I changed it like described. Now we're talking … I was always wondering why I had noFX with the sinus shape settings … brilliant


----------



## Dazoner (Feb 20, 2019)

Does this mean the PCB's have this issue as well or is it just the schematic?  

Thanks!


----------



## Robert (Feb 20, 2019)

Yes, the PCBs are based on the schematic.     I have modified PCBs on the way.

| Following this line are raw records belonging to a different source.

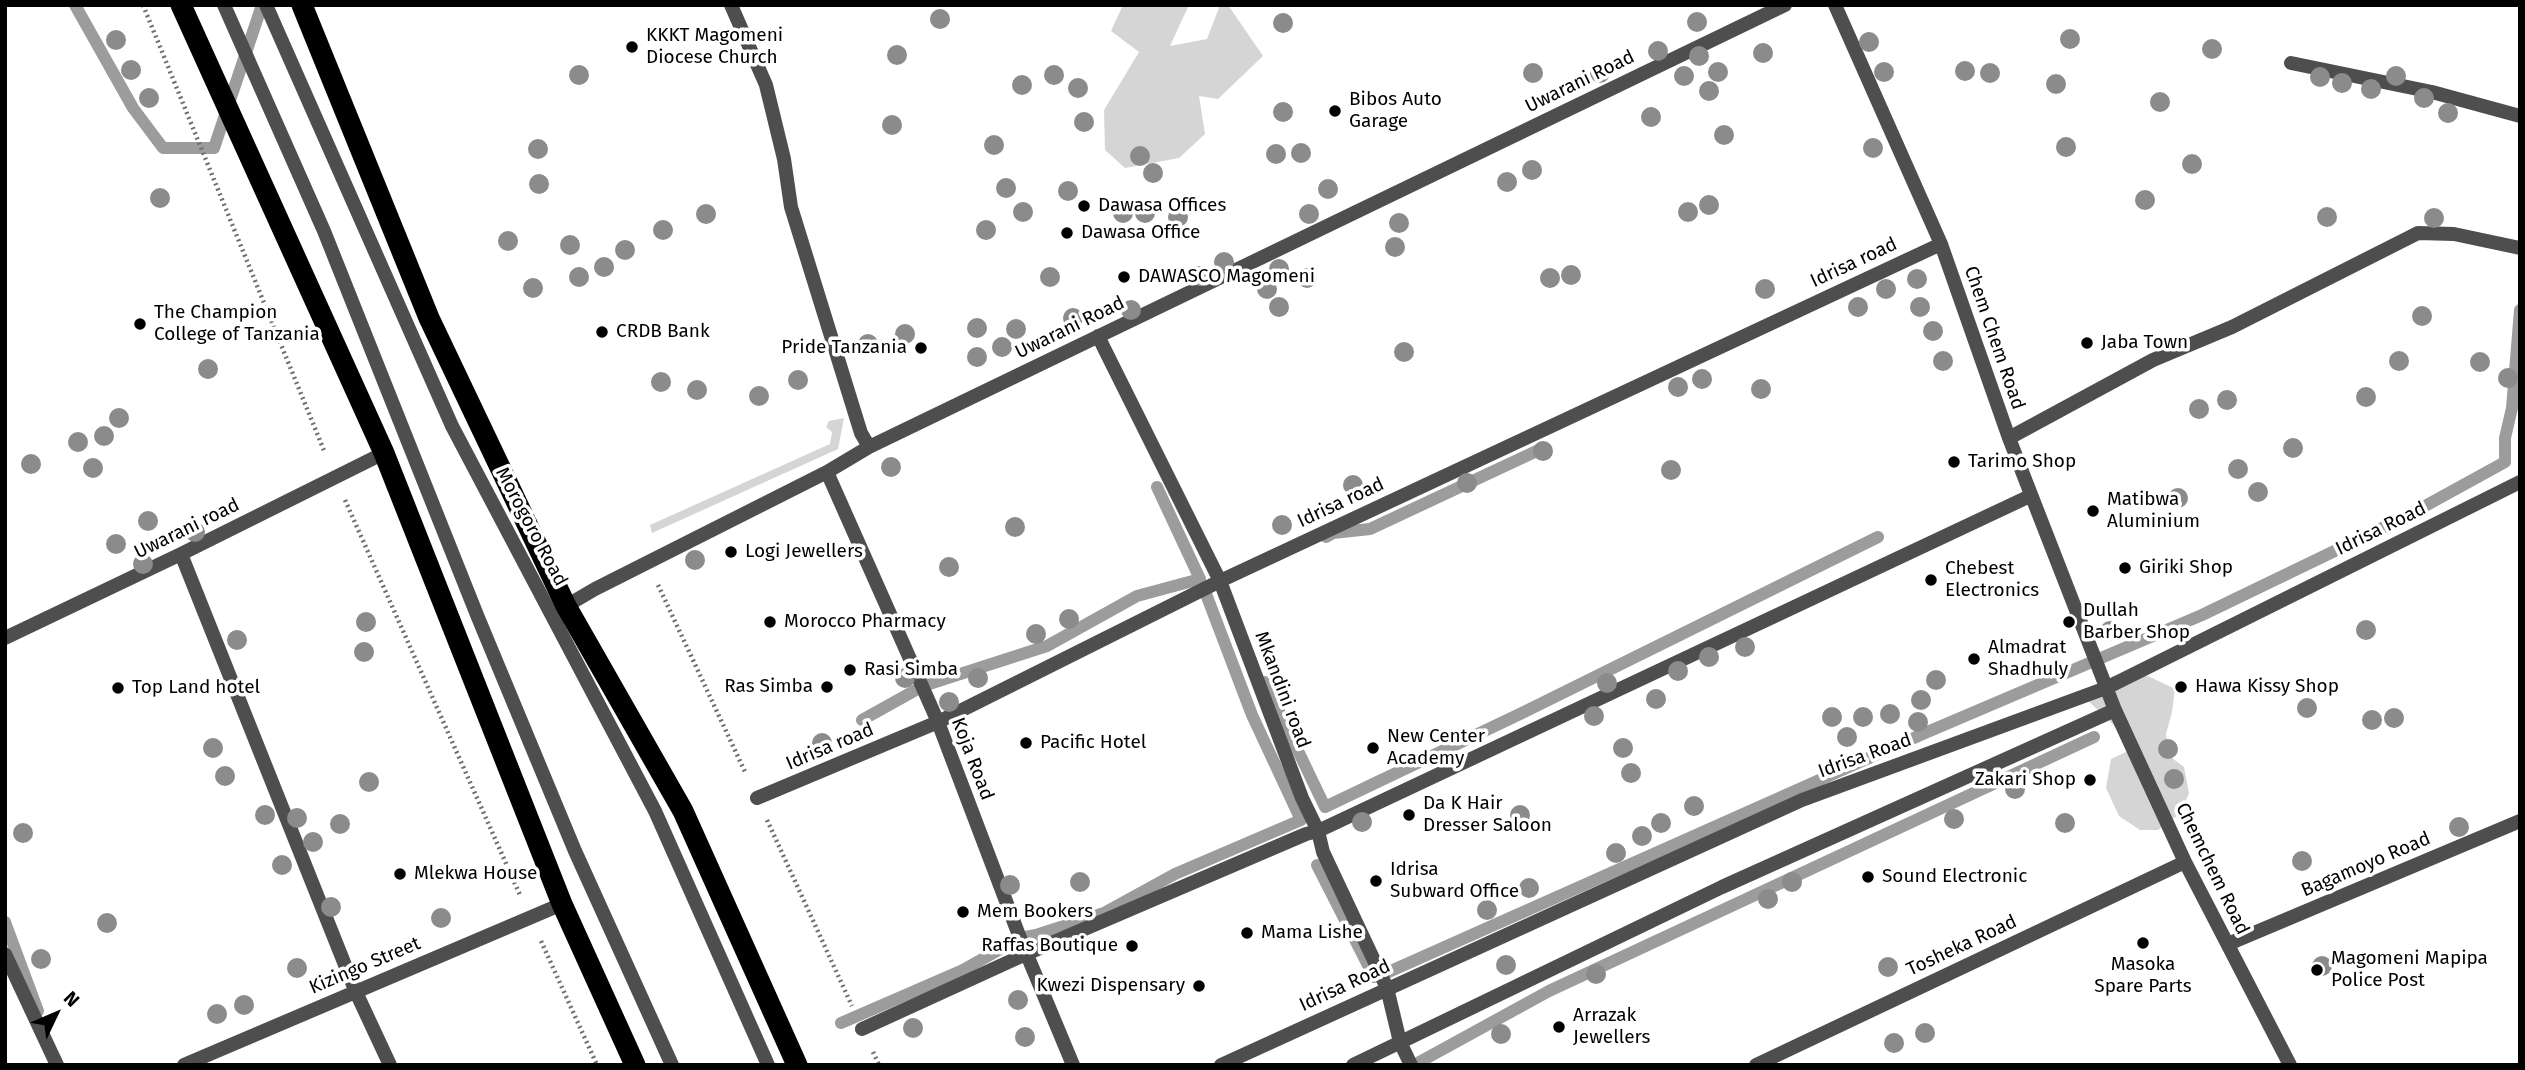 <!DOCTYPE html>
<html>
<head>
<meta charset="utf-8">
<style>
	body { margin:0 }
	#map { position:relative; width:2525px; height:1070px; overflow:hidden; background:#fff; font-family:"Fira Sans",sans-serif }
	canvas { display:block }
	.frame { position:absolute; inset:0; border:7px solid #000; pointer-events:none }
	.north { position:absolute; left:21px; top:979px; width:70px; height:70px; -webkit-text-stroke:5px #fff; paint-order:stroke; rotate:46deg; font-size:19px; font-weight:700; line-height:28px; text-align:center; color:#000 }
	.north::after { content:''; display:block; margin:auto; width:24px; height:32px; background:#000; clip-path:polygon(50% 0,100% 100%,50% 72%,0 100%) }
</style>
</head>
<body>
<div id="map">
<canvas width="2525" height="1070"></canvas>
<div class="frame"></div>
<div class="north">N</div>
</div>
<script>
const ctx = document.querySelector('canvas').getContext('2d');
ctx.lineJoin = 'round';
function fillPath(path, color) { ctx.fillStyle = color; ctx.fill(path, 'evenodd'); }
const shape = rows => new Path2D(rows.map(r => 'M' + r).join(''));
function trace(path, color, width, dash) { ctx.strokeStyle = color; ctx.lineWidth = width; ctx.lineCap = dash ? 'butt' : 'round'; ctx.setLineDash(dash || []); ctx.stroke(path); }
function label(font, color, halo, rows, align = 'center') {
  ctx.font = font + ' "Fira Sans",sans-serif'; ctx.lineWidth = 7; ctx.setLineDash([]); ctx.textBaseline = 'middle'; ctx.strokeStyle = halo; ctx.fillStyle = color; for (const [text, x, y, turn = 0] of rows) {
    ctx.save(); ctx.translate(x, y); ctx.rotate((+turn || 0) * Math.PI / 180); ctx.textAlign = isNaN(turn) ? turn : align; if (halo) ctx.strokeText(text, 0, 0); ctx.fillText(text, 0, 0); ctx.restore();
  }
}
fillPath(shape([
	[1123,5,1189,5,1170,46,1207,39,1220,5,1228,5,1263,56,1218,99,1199,96,1205,134,1179,158,1125,168,1105,150,1104,110,1139,52,1111,31],
	[844,418,838,449,652,533,650,525,830,444,832,432,826,427,829,421],
	[2113,676,2148,676,2175,689,2172,712,2166,734,2168,749,2172,758,2184,767,2189,793,2181,813,2158,830,2140,830,2119,816,2106,788,2111,759,2132,749,2121,732,2085,698]
]), '#d5d5d5');
trace(shape([
	[75,5,133,108,163,148,214,148,262,5],
	[1326,537,1333,533,1370,529,1541,449],
	[1265,682,1325,807,1522,713,1878,537],
	[862,720,923,686,1047,646,1137,596,1200,579,1157,487],
	[1317,865,1374,977],
	[5,922,38,1011],
	[1384,974,1925,733,2202,615,2405,517,2496,467,2505,462,2505,438,2512,408,2520,310],
	[841,1023,963,970,1020,938,1036,935,1104,913,1175,874,1301,820,1252,715,1206,594],
	[1414,1065,1549,991,2094,737]
]), '#9c9c9c', 12);
trace(shape([
	[143,5,325,453],
	[345,500,520,895],
	[658,585,746,774],
	[767,820,852,1006],
	[541,941,597,1065],
	[873,1052,879,1065]
]), '#707070', 4.5, [2, 3.5]);
trace(shape([
	[224,5,324,231,477,615,575,851,672,1065],
	[266,5,452,426,655,811,768,1065]
]), '#4e4e4e', 14);
trace(shape([
	[731,5,766,85,784,159,791,207,861,433,869,447],
	[1835,5,1941,244,2009,438,2115,710,2185,862,2290,1065],
	[2291,63,2432,92,2520,116],
	[1098,336,1220,581,1302,798,1318,831,1323,852,1387,988,1400,1042,1411,1065],
	[2009,438,2153,360,2232,327,2418,233,2454,234,2520,248],
	[827,472,938,722,1020,938,1073,1065],
	[181,554,355,990,390,1065],
	[566,606,595,589,827,472,869,447,1785,5],
	[5,638,181,554,384,453],
	[757,798,938,722,1220,581,1941,244],
	[2228,944,2520,821],
	[5,954,57,1065],
	[862,1029,1026,954,1306,834,1318,831,2030,496],
	[184,1065,562,904],
	[1221,1065,1802,800,2106,688,2520,482],
	[1353,1065,1722,887,2115,710],
	[1756,1065,2185,862]
]), '#4e4e4e', 14);
trace(shape([
	[181,5,384,453,562,904,635,1065],
	[302,5,429,318,566,606,683,811,797,1065]
]), '#000', 21);
ctx.fillStyle = '#8b8b8b';
for (const [x, y] of [
	[940,19],
	[1697,22],
	[1283,23],
	[2070,39],
	[116,40],
	[1869,42],
	[2212,49],
	[1658,51],
	[1763,53],
	[897,55],
	[1699,56],
	[131,70],
	[1965,71],
	[1718,72],
	[1884,72],
	[1533,73],
	[1600,73],
	[1990,73],
	[579,75],
	[1054,75],
	[1684,76],
	[2396,76],
	[2320,77],
	[2342,83],
	[2056,84],
	[1022,85],
	[1078,88],
	[2371,89],
	[1709,91],
	[149,98],
	[2424,98],
	[2160,102],
	[1283,112],
	[2448,113],
	[1651,117],
	[1084,122],
	[892,125],
	[1724,135],
	[994,145],
	[2066,147],
	[1873,148],
	[538,149],
	[1301,153],
	[1276,154],
	[1140,156],
	[2192,164],
	[1532,170],
	[1153,173],
	[1507,182],
	[539,184],
	[1006,188],
	[1328,189],
	[1068,191],
	[160,198],
	[2145,200],
	[1709,205],
	[1023,212],
	[1688,212],
	[1123,213],
	[1145,213],
	[706,214],
	[1309,214],
	[1178,217],
	[2327,217],
	[2434,218],
	[1399,223],
	[663,230],
	[986,230],
	[508,241],
	[570,245],
	[1395,247],
	[625,250],
	[1224,262],
	[604,267],
	[1279,269],
	[1571,275],
	[1200,276],
	[579,277],
	[1050,277],
	[1307,278],
	[1550,278],
	[1917,279],
	[533,288],
	[1267,289],
	[1765,289],
	[1886,289],
	[1279,307],
	[1858,307],
	[1920,307],
	[1131,310],
	[2422,316],
	[1073,318],
	[977,328],
	[1016,329],
	[1933,331],
	[905,334],
	[868,344],
	[1002,347],
	[1404,352],
	[977,357],
	[1943,361],
	[2399,361],
	[2480,362],
	[208,369],
	[2508,378],
	[1702,379],
	[798,380],
	[661,382],
	[1678,387],
	[1761,389],
	[697,390],
	[759,396],
	[2366,397],
	[2227,400],
	[2199,409],
	[119,418],
	[104,436],
	[78,442],
	[2293,448],
	[1543,451],
	[31,464],
	[891,467],
	[93,468],
	[2238,469],
	[1671,470],
	[1467,483],
	[1353,485],
	[2258,492],
	[2178,498],
	[148,521],
	[1282,525],
	[1015,527],
	[195,532],
	[116,544],
	[695,560],
	[143,564],
	[949,567],
	[1069,619],
	[366,622],
	[2366,630],
	[2110,631],
	[1036,634],
	[237,640],
	[1745,647],
	[364,652],
	[1709,657],
	[1678,671],
	[905,678],
	[978,678],
	[1936,680],
	[1607,683],
	[1656,699],
	[1921,700],
	[949,702],
	[2307,708],
	[1890,714],
	[1594,716],
	[1832,717],
	[1863,717],
	[2394,718],
	[2372,720],
	[1918,722],
	[1847,737],
	[822,743],
	[213,748],
	[1623,748],
	[2168,749],
	[1631,773],
	[225,776],
	[2174,779],
	[369,782],
	[2015,789],
	[1694,806],
	[265,815],
	[1520,815],
	[297,818],
	[1954,819],
	[1362,822],
	[1661,823],
	[2065,823],
	[340,824],
	[2459,827],
	[23,833],
	[1642,836],
	[313,842],
	[1616,853],
	[2302,861],
	[282,865],
	[1080,882],
	[1792,882],
	[1010,885],
	[1529,888],
	[1768,899],
	[331,907],
	[1487,910],
	[441,918],
	[107,923],
	[41,959],
	[1506,965],
	[2322,966],
	[1888,967],
	[297,968],
	[1596,974],
	[1018,1000],
	[244,1005],
	[217,1014],
	[913,1028],
	[1925,1033],
	[1501,1034],
	[1025,1037],
	[1894,1043]
]) { ctx.beginPath(); ctx.arc(x, y, 10, 0, 2 * Math.PI); ctx.fill(); }
for (const [x, y, r, color] of [
	[632,47,7,"#000"],
	[1335,111,7,"#000"],
	[1084,206,7,"#000"],
	[1067,233,7,"#000"],
	[1124,277,7,"#000"],
	[140,324,7,"#000"],
	[602,332,7,"#000"],
	[2087,343,7,"#000"],
	[921,348,7,"#000"],
	[1954,462,7,"#000"],
	[2093,511,7,"#000"],
	[731,552,7,"#000"],
	[2125,568,7,"#000"],
	[1931,580,7,"#000"],
	[770,622,7,"#000"],
	[2069,622,7,"#000"],
	[1974,659,7,"#000"],
	[850,670,7,"#000"],
	[827,687,7,"#000"],
	[2181,687,7,"#000"],
	[118,688,7,"#000"],
	[1026,743,7,"#000"],
	[1373,748,7,"#000"],
	[2090,780,7,"#000"],
	[1409,815,7,"#000"],
	[400,874,7,"#000"],
	[1868,877,7,"#000"],
	[1376,881,7,"#000"],
	[963,912,7,"#000"],
	[1247,933,7,"#000"],
	[2143,943,7,"#000"],
	[1132,946,7,"#000"],
	[2317,970,7,"#000"],
	[1199,986,7,"#000"],
	[1559,1027,7,"#000"]
]) { const dot = new Path2D(); dot.arc(x, y, r, 0, 2 * Math.PI); ctx.fillStyle = color; ctx.fill(dot); trace(dot, '#fff', 2.5); }
label('19px', '#000', '#fff', [
	["KKKT Magomeni",646,36],
	["Diocese Church",646,58],
	["Bibos Auto",1349,100],
	["Garage",1349,122],
	["Dawasa Offices",1098,206],
	["Dawasa Office",1081,233],
	["DAWASCO Magomeni",1138,277],
	["The Champion",154,313],
	["College of Tanzania",154,335],
	["CRDB Bank",616,332],
	["Jaba Town",2101,343],
	["Pride Tanzania",907,348,"right"],
	["Tarimo Shop",1968,462],
	["Matibwa",2107,500],
	["Aluminium",2107,522],
	["Logi Jewellers",745,552],
	["Giriki Shop",2139,568],
	["Chebest",1945,569],
	["Electronics",1945,591],
	["Dullah",2083,611],
	["Barber Shop",2083,633],
	["Morocco Pharmacy",784,622],
	["Almadrat",1988,648],
	["Shadhuly",1988,670],
	["Rasi Simba",864,670],
	["Ras Simba",813,687,"right"],
	["Hawa Kissy Shop",2195,687],
	["Top Land hotel",132,688],
	["New Center",1387,737],
	["Academy",1387,759],
	["Pacific Hotel",1040,743],
	["Zakari Shop",2076,780,"right"],
	["Da K Hair",1423,804],
	["Dresser Saloon",1423,826],
	["Idrisa",1390,870],
	["Subward Office",1390,892],
	["Mlekwa House",414,874],
	["Sound Electronic",1882,877],
	["Mem Bookers",977,912],
	["Mama Lishe",1261,933],
	["Raffas Boutique",1118,946,"right"],
	["Magomeni Mapipa",2331,959],
	["Police Post",2331,981],
	["Masoka",2143,965,"center"],
	["Spare Parts",2143,987,"center"],
	["Kwezi Dispensary",1185,986,"right"],
	["Arrazak",1573,1016],
	["Jewellers",1573,1038]
], 'left');
label('19px', '#000', '#fff', [
	["Uwarani Road",1580,82,-26],
	["Idrisa road",1854,263,-25],
	["Uwarani Road",1070,328,-26],
	["Chem Chem Road",1994,338,71],
	["Idrisa road",1341,503,-25],
	["Morogoro Road",531,527,62],
	["Uwarani road",187,529,-26],
	["Idrisa Road",2381,529,-26],
	["Mkandini road",1282,690,69],
	["Idrisa road",830,747,-23],
	["Idrisa Road",1865,756,-20],
	["Koja Road",972,759,69],
	["Bagamoyo Road",2366,865,-23],
	["Chemchem Road",2212,869,64],
	["Tosheka Road",1962,946,-25],
	["Kizingo Street",365,966,-23],
	["Idrisa Road",1345,986,-25]
]);
</script>
</body>
</html>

In the meantime, here's what you can do:

Cut the trace marked in red
Install jumper from lug 3 to right side of R31 (1K) shown


----------



## Dazoner (Feb 20, 2019)

Awesome, will do.


----------



## Dazoner (Feb 20, 2019)

I can confirm that the mod works.  It sounds very good.


----------



## knobToucher (Feb 24, 2019)

Robert said:


> Yes, the PCBs are based on the schematic.     I have modified PCBs on the way.
> 
> In the meantime, here's what you can do:
> 
> ...


What's the best way to cut the trace? Just with a scalpel or something? How deep do you have to go? Sorry, never done this before.


----------



## Dazoner (Feb 24, 2019)

I took the edge of my flat head screwdriver (very small screwdriver) and dragged in across the trace.  It came off first shot.  If you look closely you'll notice if you successfully removed the copper trace.  It wasn't very deep, I found at least.  All in all the mods take 5 minutes.


----------



## knobToucher (Feb 26, 2019)

Dazoner said:


> I took the edge of my flat head screwdriver (very small screwdriver) and dragged in across the trace.  It came off first shot.  If you look closely you'll notice if you successfully removed the copper trace.  It wasn't very deep, I found at least.  All in all the mods take 5 minutes.


Thanks! I'll try this out


----------



## Dirty_Boogie (Mar 8, 2019)

Robert said:


> Yes, the PCBs are based on the schematic.     I have modified PCBs on the way.
> 
> In the meantime, here's what you can do:
> 
> ...


Just confirming ... the Sea Horse PCBs shipping now don't need this mod, correct?  I received mine today.

Thanks.


----------



## Robert (Mar 8, 2019)

Dirty_Boogie said:


> Just confirming ... the Sea Horse PCBs shipping now don't need this mod, correct?  I received mine today.
> 
> Thanks.



That's correct.   The layout has been updated.


----------



## Bsoncini (Apr 3, 2020)

I have a sea horse that I never boxed because I was never really happy with it.  I have built another one on vero in the past and remembered that the sine wave was much more pronounced on the vero.  With all this quarantine time I have, I figured out that taking out the indicator light makes it much stronger.  I guess you guys beat me to it.  Did the trace cut (got a bit heavy handed and cut the trace from the rate knob to pin 1 of the lm324 too oops).  Works perfect now.


----------